> [Work instructions]:
Although the records contain pictures, the copy should leave them out and match everything else exactly.

> [Records shown]:

· · · · · · ·

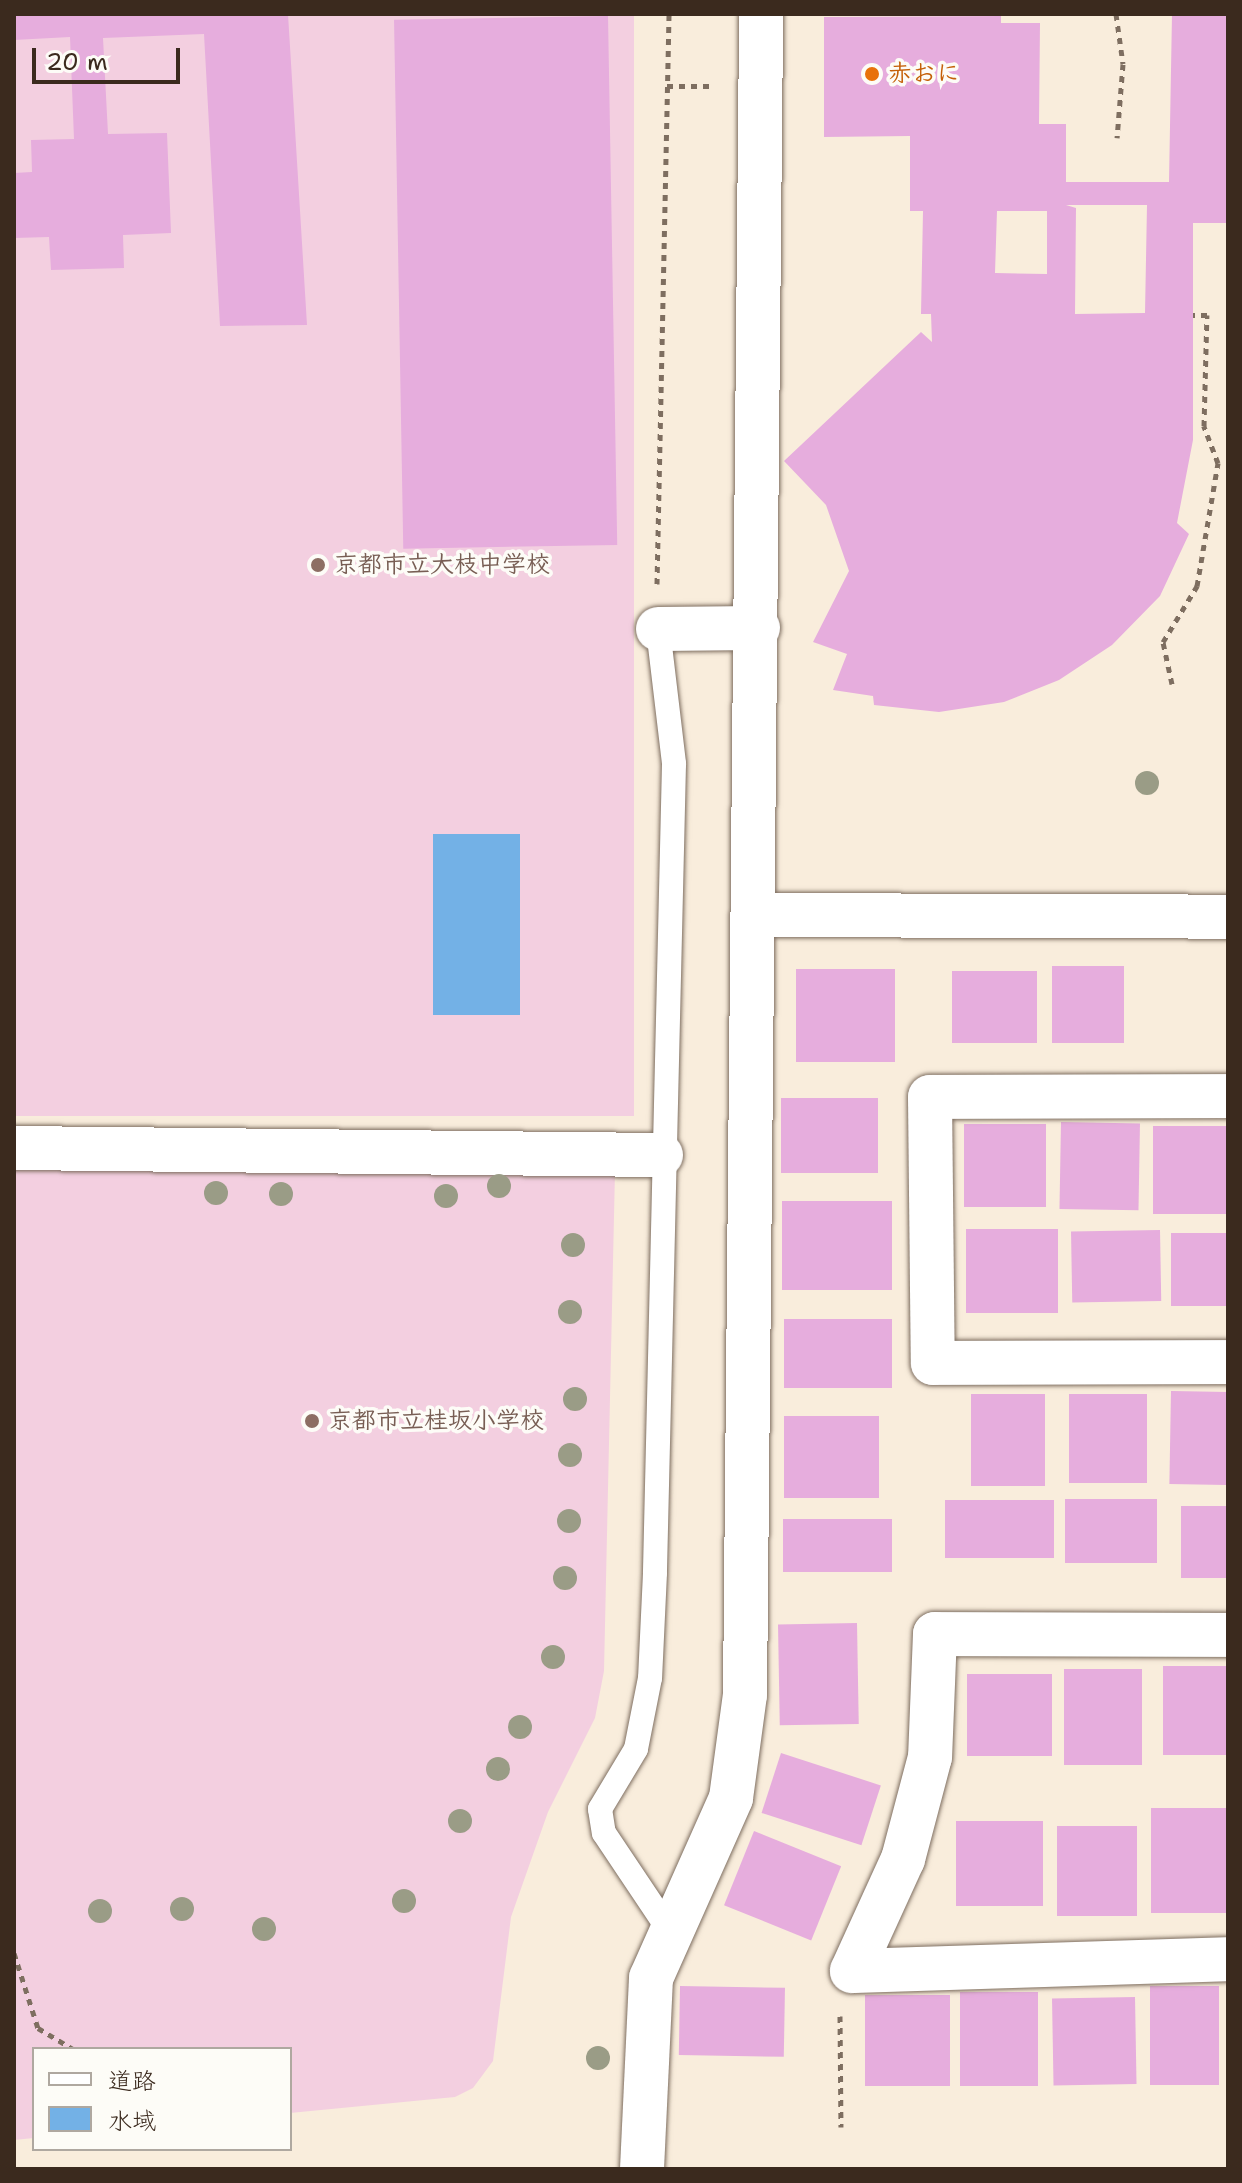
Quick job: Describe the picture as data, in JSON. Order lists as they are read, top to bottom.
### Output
{
  "places": ["赤おに", "京都市立大枝中学校", "京都市立桂坂小学校"],
  "legend": ["道路", "水域"],
  "scale_bar": "20 m"
}
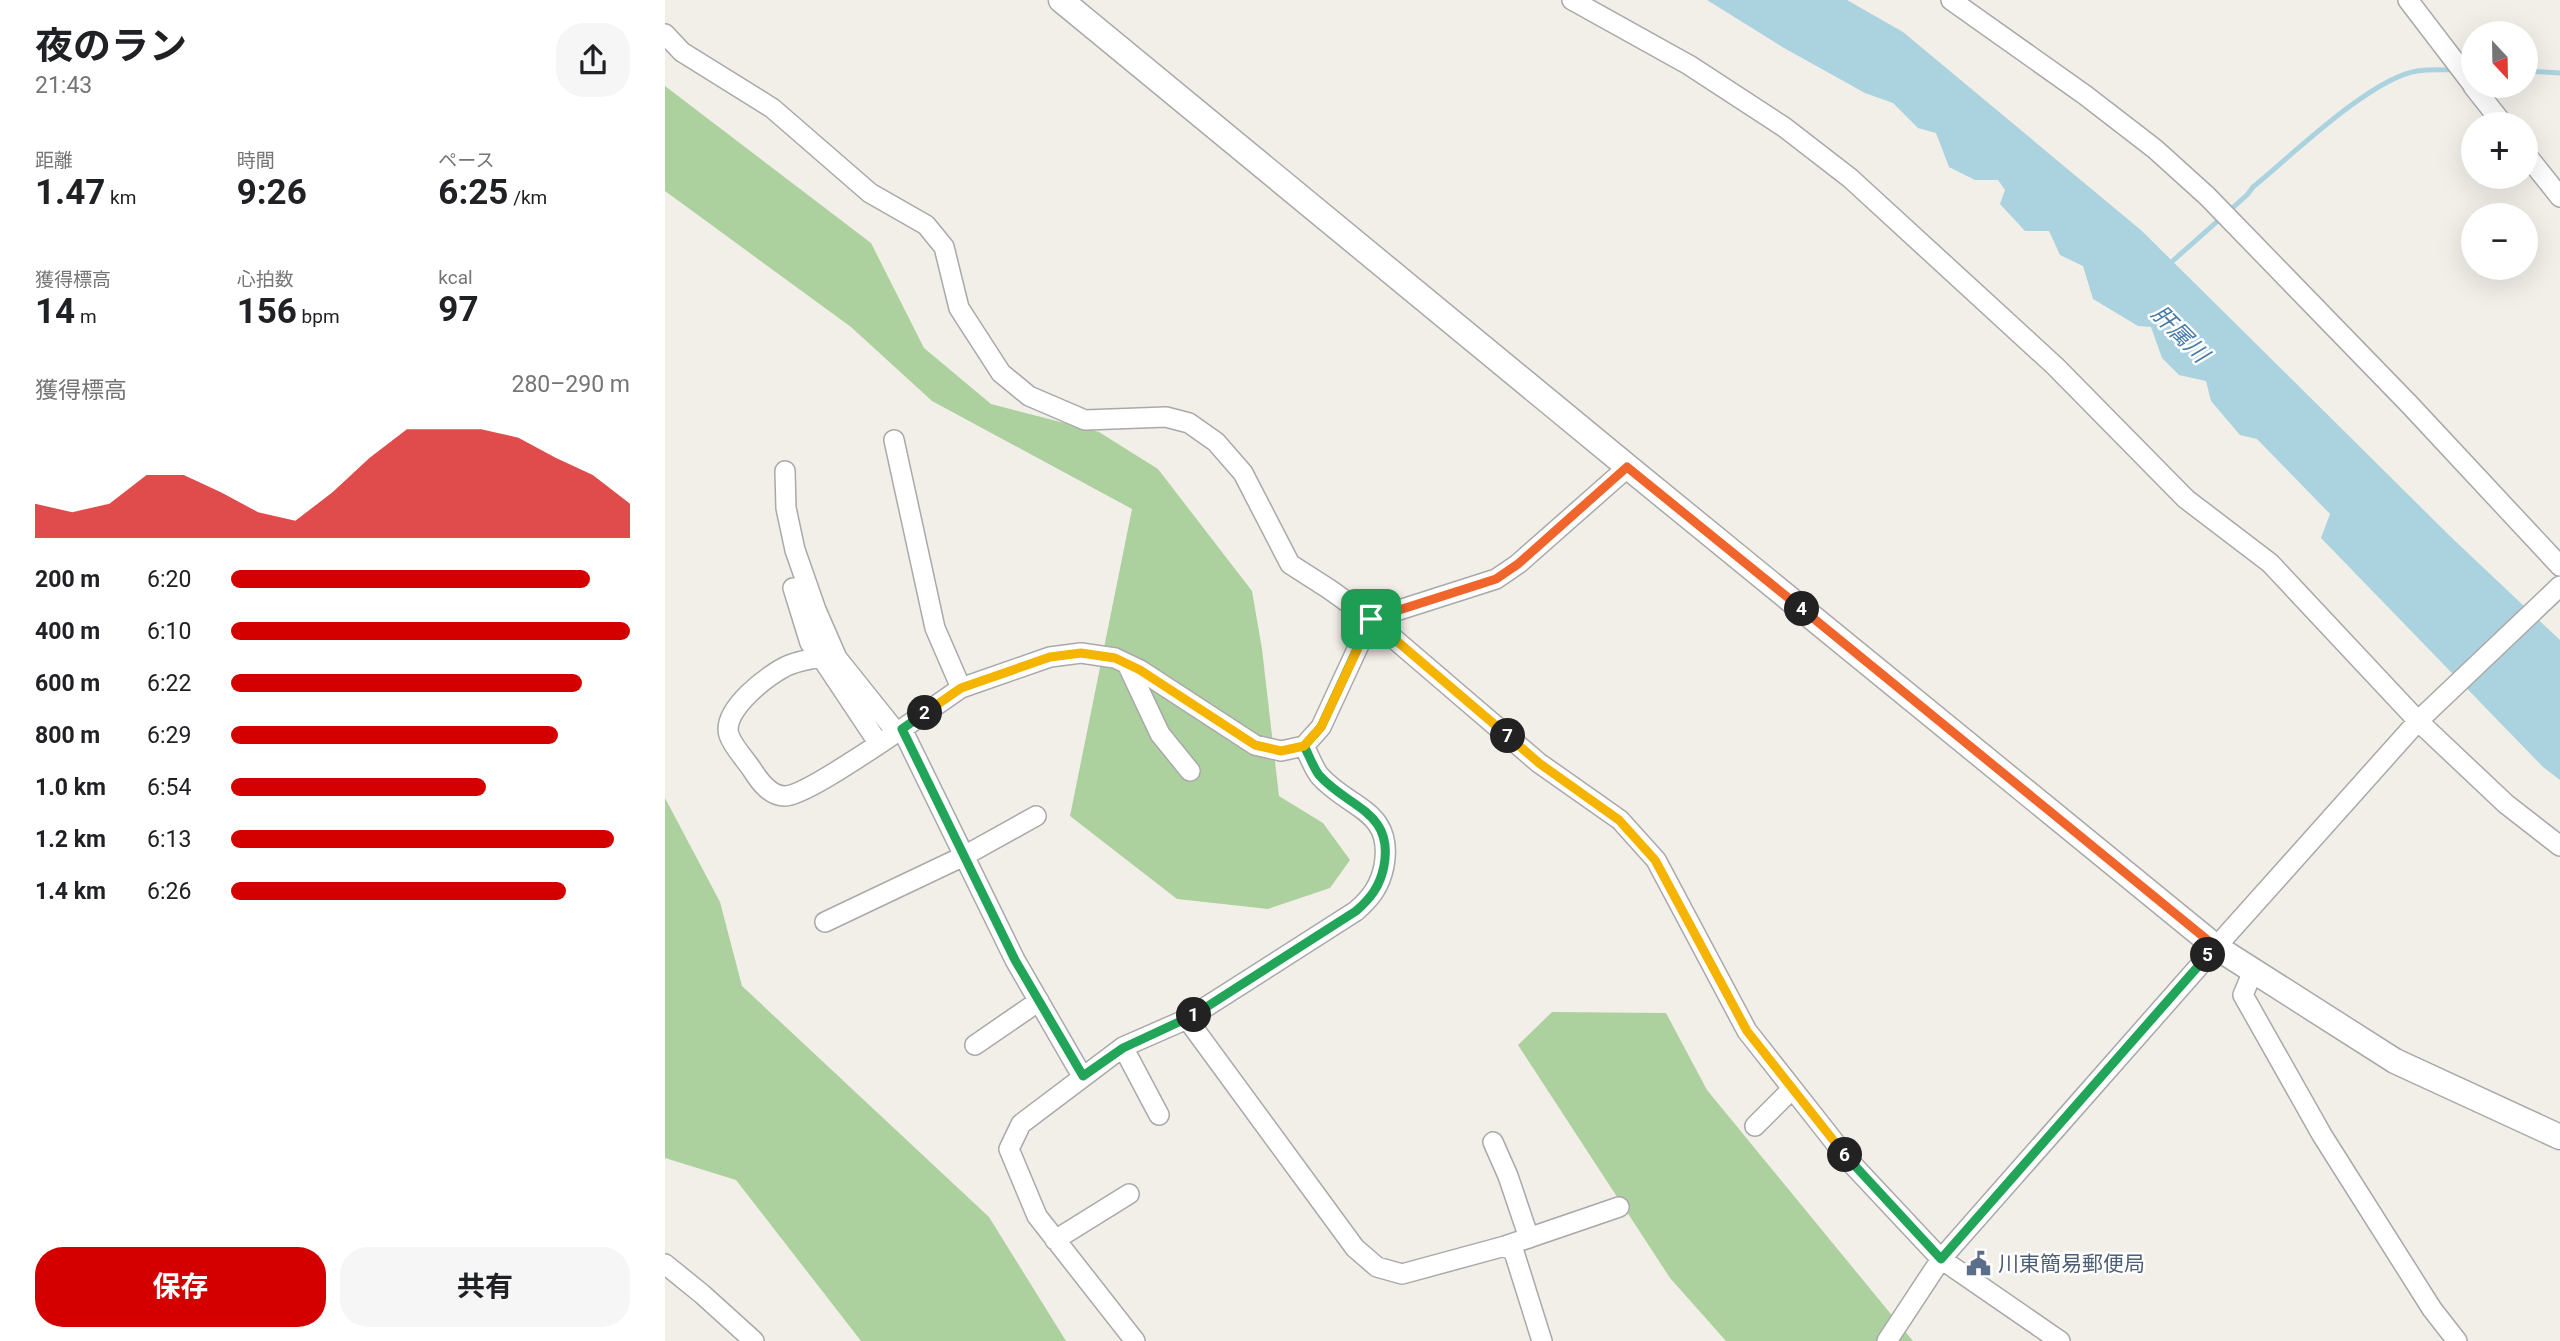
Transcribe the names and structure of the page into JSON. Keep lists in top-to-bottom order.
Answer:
{
  "water": ["肝属川"],
  "places": {
    "public building": ["川東簡易郵便局"]
  },
  "north": "bottom",
  "page": {
    "heading": ["夜のラン", "21:43"],
    "map_buttons": ["+", "−"],
    "stats": [
      ["距離", "1.47 km"],
      ["時間", "9:26"],
      ["ペース", "6:25 /km"],
      ["獲得標高", "14 m"],
      ["心拍数", "156 bpm"],
      ["kcal", "97"]
    ],
    "chart": ["獲得標高", "280–290 m"],
    "list": [
      {
        "name": "200 m",
        "note": "6:20"
      },
      {
        "name": "400 m",
        "note": "6:10"
      },
      {
        "name": "600 m",
        "note": "6:22"
      },
      {
        "name": "800 m",
        "note": "6:29"
      },
      {
        "name": "1.0 km",
        "note": "6:54"
      },
      {
        "name": "1.2 km",
        "note": "6:13"
      },
      {
        "name": "1.4 km",
        "note": "6:26"
      }
    ],
    "pins": [
      "4",
      "2",
      "7",
      "5",
      "1",
      "6"
    ],
    "buttons": ["保存", "共有"]
  }
}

· · · · · · ·

> [Final answer]:
Quick job: Describe the picture as data, in JSON. Order lists as they are read, top to bottom.
### Output
{
  "places": ["赤おに", "京都市立大枝中学校", "京都市立桂坂小学校"],
  "legend": ["道路", "水域"],
  "scale_bar": "20 m"
}
Transcribe the names and structure of the page into JSON. Keep lists in top-to-bottom order.
Answer:
{
  "water": ["肝属川"],
  "places": {
    "public building": ["川東簡易郵便局"]
  },
  "north": "bottom",
  "page": {
    "heading": ["夜のラン", "21:43"],
    "map_buttons": ["+", "−"],
    "stats": [
      ["距離", "1.47 km"],
      ["時間", "9:26"],
      ["ペース", "6:25 /km"],
      ["獲得標高", "14 m"],
      ["心拍数", "156 bpm"],
      ["kcal", "97"]
    ],
    "chart": ["獲得標高", "280–290 m"],
    "list": [
      {
        "name": "200 m",
        "note": "6:20"
      },
      {
        "name": "400 m",
        "note": "6:10"
      },
      {
        "name": "600 m",
        "note": "6:22"
      },
      {
        "name": "800 m",
        "note": "6:29"
      },
      {
        "name": "1.0 km",
        "note": "6:54"
      },
      {
        "name": "1.2 km",
        "note": "6:13"
      },
      {
        "name": "1.4 km",
        "note": "6:26"
      }
    ],
    "pins": [
      "4",
      "2",
      "7",
      "5",
      "1",
      "6"
    ],
    "buttons": ["保存", "共有"]
  }
}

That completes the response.